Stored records
-------

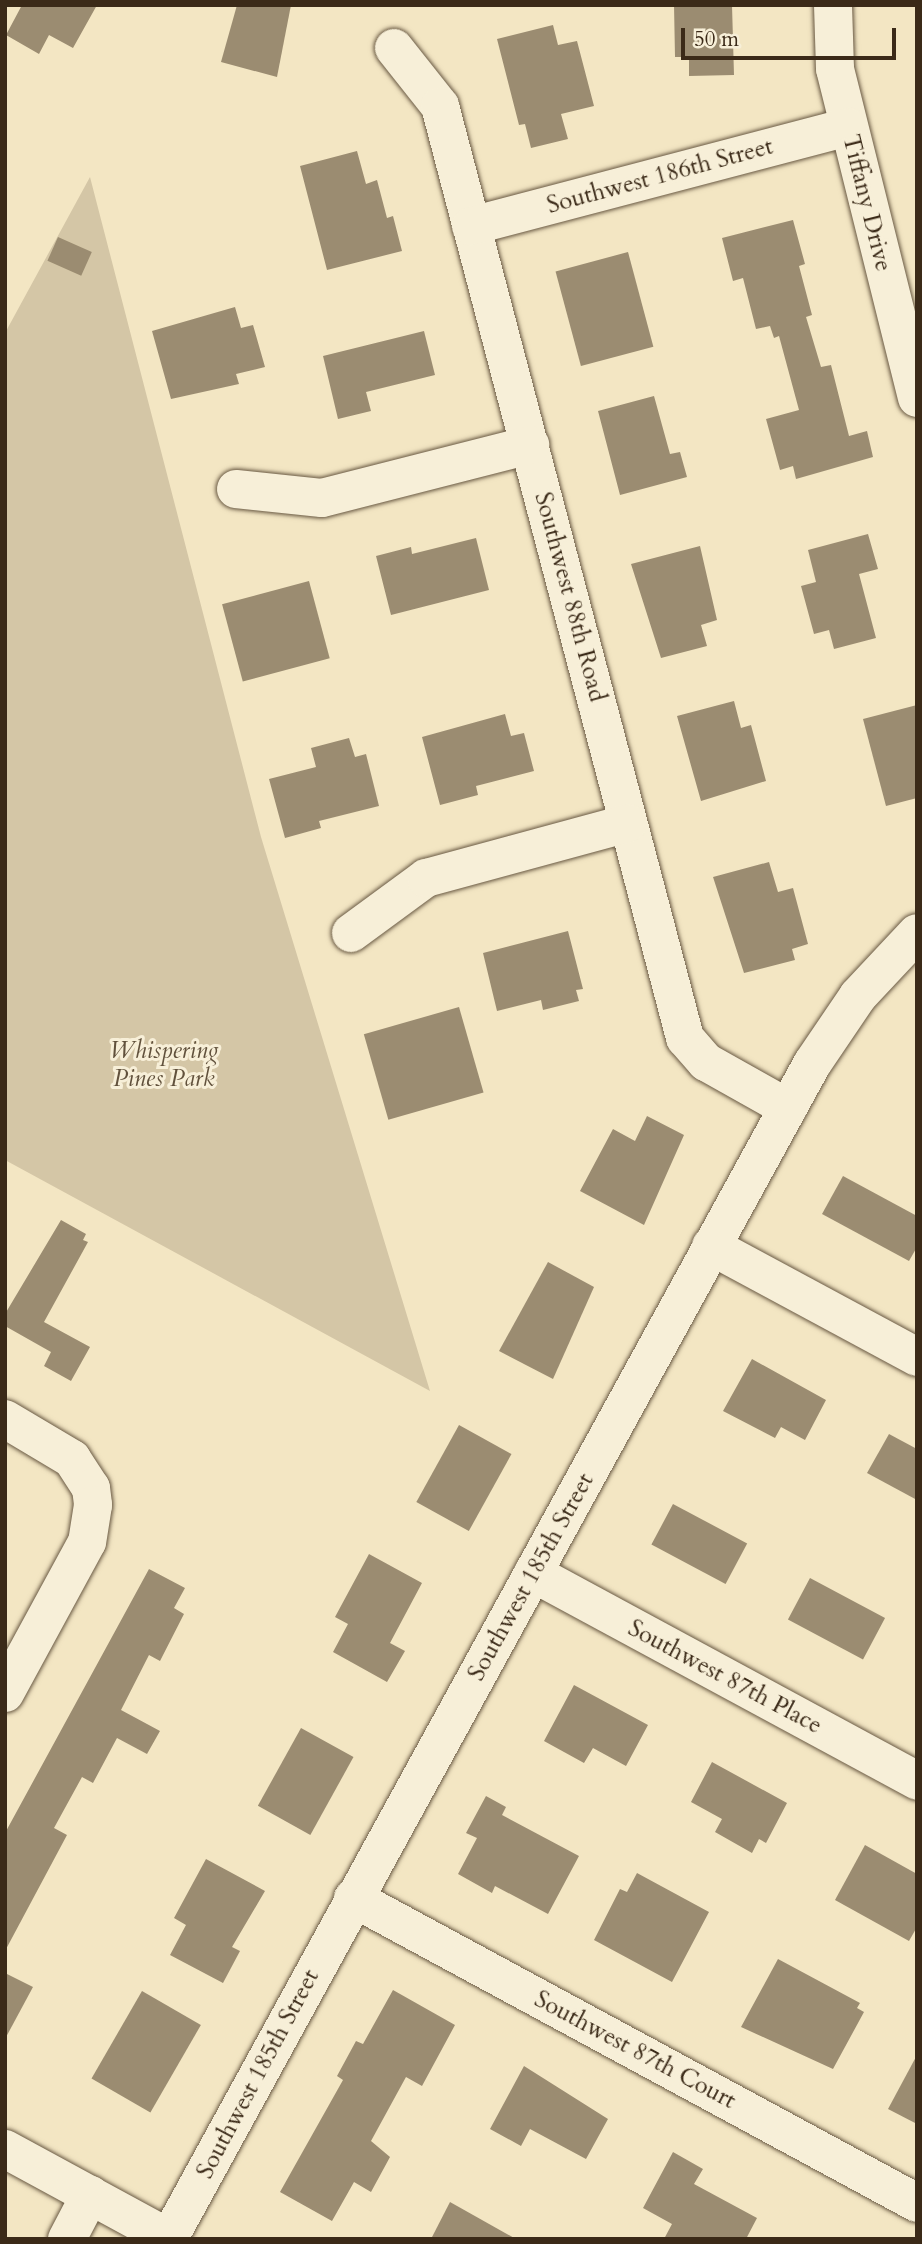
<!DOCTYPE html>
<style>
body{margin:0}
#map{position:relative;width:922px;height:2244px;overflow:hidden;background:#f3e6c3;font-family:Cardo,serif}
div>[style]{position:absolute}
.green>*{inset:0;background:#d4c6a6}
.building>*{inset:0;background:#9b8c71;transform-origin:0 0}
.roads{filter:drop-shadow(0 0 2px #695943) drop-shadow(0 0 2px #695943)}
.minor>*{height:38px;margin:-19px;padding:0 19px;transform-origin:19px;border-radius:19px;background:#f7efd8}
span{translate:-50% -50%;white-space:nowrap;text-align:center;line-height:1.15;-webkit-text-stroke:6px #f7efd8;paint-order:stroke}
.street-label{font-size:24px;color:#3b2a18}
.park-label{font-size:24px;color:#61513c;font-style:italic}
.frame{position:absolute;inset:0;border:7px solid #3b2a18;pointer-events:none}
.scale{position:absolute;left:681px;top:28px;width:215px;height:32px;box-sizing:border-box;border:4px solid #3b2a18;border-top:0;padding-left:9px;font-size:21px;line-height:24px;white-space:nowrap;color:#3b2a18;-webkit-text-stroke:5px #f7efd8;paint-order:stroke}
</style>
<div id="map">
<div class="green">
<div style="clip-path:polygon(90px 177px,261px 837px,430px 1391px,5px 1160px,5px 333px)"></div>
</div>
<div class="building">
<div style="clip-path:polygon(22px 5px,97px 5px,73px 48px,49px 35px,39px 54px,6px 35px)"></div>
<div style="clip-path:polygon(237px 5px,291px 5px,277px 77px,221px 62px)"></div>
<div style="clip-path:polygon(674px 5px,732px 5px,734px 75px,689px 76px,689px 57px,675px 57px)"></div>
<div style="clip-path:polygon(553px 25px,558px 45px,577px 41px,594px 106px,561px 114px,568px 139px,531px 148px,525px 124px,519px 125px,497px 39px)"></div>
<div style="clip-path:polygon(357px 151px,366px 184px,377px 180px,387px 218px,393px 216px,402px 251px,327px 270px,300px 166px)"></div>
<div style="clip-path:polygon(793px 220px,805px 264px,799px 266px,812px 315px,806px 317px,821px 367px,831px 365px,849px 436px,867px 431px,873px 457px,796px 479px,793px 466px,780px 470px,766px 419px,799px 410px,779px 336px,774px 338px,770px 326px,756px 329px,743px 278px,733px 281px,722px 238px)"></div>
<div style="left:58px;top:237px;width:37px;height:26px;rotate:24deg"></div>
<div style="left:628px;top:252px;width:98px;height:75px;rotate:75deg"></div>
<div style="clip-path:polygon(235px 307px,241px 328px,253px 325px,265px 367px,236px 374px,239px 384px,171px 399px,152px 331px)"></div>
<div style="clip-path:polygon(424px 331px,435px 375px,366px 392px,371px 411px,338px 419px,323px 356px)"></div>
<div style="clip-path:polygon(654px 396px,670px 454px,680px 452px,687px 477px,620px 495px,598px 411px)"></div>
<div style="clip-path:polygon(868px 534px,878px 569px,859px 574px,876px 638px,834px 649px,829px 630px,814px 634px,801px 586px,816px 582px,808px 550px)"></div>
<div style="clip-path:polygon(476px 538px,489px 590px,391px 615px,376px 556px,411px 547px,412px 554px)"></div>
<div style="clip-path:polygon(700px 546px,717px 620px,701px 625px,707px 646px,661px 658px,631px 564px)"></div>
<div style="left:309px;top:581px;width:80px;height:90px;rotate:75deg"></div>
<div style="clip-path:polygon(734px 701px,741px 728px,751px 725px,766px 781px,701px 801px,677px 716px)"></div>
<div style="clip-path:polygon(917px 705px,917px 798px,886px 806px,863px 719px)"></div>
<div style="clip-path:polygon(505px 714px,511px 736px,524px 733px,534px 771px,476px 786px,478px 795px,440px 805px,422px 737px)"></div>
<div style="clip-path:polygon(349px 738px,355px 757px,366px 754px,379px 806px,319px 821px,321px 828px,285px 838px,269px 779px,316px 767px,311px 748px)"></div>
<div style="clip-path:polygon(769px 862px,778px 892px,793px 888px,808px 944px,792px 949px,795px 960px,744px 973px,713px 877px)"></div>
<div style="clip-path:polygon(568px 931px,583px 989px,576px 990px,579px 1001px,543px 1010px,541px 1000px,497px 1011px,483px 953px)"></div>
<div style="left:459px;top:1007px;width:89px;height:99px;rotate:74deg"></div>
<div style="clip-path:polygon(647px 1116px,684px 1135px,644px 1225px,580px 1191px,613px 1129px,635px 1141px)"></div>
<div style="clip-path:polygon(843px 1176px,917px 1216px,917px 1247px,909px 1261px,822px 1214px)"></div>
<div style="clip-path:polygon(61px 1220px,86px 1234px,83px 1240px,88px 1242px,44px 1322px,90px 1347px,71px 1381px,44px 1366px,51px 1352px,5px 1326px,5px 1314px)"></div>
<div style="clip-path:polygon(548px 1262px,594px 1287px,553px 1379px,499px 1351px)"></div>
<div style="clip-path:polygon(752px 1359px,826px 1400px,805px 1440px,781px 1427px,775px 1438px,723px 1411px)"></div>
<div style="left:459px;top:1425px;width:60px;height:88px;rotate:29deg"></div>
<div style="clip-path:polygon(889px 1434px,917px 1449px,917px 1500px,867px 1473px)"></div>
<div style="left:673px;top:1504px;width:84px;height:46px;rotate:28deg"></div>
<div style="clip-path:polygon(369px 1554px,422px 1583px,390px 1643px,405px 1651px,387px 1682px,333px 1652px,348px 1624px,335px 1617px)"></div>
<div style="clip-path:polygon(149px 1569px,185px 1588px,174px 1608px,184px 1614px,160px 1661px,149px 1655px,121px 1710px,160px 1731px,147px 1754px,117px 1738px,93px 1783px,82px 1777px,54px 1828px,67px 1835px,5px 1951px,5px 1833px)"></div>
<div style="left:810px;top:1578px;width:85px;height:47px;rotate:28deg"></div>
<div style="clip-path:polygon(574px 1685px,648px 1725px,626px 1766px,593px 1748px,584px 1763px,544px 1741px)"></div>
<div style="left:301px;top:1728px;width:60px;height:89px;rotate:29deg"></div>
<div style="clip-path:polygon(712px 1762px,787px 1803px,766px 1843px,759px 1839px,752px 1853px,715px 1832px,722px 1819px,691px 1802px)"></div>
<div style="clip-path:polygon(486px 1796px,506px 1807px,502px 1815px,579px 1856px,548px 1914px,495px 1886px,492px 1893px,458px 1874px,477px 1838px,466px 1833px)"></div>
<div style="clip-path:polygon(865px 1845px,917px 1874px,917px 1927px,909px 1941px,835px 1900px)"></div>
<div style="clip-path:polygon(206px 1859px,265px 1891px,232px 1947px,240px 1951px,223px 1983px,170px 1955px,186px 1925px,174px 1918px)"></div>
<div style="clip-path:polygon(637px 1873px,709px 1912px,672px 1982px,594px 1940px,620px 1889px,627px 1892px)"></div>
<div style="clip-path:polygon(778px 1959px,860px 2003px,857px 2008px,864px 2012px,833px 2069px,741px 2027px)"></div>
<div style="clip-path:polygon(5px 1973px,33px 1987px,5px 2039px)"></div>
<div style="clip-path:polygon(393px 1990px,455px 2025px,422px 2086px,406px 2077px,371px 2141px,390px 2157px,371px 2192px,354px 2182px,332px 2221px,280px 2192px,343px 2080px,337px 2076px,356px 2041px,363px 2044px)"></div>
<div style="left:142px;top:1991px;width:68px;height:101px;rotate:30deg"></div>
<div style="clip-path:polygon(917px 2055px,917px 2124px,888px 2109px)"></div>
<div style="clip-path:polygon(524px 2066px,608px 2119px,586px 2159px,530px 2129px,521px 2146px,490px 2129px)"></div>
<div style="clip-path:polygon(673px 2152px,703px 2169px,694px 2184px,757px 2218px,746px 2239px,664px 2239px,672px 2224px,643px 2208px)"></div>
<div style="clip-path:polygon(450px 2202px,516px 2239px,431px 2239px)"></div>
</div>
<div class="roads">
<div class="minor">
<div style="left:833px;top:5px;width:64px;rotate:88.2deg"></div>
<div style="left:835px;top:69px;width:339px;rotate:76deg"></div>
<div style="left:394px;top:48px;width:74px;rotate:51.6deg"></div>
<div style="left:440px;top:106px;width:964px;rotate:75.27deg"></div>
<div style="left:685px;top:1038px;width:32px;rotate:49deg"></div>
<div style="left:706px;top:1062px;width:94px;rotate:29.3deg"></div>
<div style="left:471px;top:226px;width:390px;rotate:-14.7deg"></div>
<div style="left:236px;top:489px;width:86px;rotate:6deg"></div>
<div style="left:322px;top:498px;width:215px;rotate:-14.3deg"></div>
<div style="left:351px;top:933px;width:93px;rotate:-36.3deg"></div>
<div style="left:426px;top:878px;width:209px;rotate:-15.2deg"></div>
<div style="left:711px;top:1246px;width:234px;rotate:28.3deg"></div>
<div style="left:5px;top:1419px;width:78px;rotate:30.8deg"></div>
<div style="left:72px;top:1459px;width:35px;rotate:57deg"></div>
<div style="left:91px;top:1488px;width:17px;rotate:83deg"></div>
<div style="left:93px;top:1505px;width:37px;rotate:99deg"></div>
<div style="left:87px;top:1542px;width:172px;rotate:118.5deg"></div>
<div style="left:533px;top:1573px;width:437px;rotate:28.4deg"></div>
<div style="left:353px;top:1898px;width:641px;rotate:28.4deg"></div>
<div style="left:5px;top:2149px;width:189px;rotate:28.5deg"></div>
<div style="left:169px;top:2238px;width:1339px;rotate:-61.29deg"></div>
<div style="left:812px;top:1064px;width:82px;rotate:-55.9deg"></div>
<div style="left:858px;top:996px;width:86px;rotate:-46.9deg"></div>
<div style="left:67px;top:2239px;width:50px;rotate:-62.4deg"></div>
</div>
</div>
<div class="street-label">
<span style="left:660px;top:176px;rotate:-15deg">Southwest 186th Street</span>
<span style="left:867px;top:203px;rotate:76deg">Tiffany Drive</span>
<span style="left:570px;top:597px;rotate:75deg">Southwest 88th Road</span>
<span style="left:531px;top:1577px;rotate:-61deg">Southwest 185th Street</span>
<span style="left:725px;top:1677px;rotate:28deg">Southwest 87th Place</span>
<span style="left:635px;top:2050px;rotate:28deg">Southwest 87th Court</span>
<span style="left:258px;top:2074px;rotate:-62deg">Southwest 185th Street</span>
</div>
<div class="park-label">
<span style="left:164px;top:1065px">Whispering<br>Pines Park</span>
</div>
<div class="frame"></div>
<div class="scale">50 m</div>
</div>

-------

WORK ORDER.
Beginning with the first line of the records, write out every line up to and including the one with "2px #695943) drop-shadow(0", exactly, and omit all pictures.

RESPONSE TO THIS EXERCISE.
<!DOCTYPE html>
<style>
body{margin:0}
#map{position:relative;width:922px;height:2244px;overflow:hidden;background:#f3e6c3;font-family:Cardo,serif}
div>[style]{position:absolute}
.green>*{inset:0;background:#d4c6a6}
.building>*{inset:0;background:#9b8c71;transform-origin:0 0}
.roads{filter:drop-shadow(0 0 2px #695943) drop-shadow(0 0 2px #695943)}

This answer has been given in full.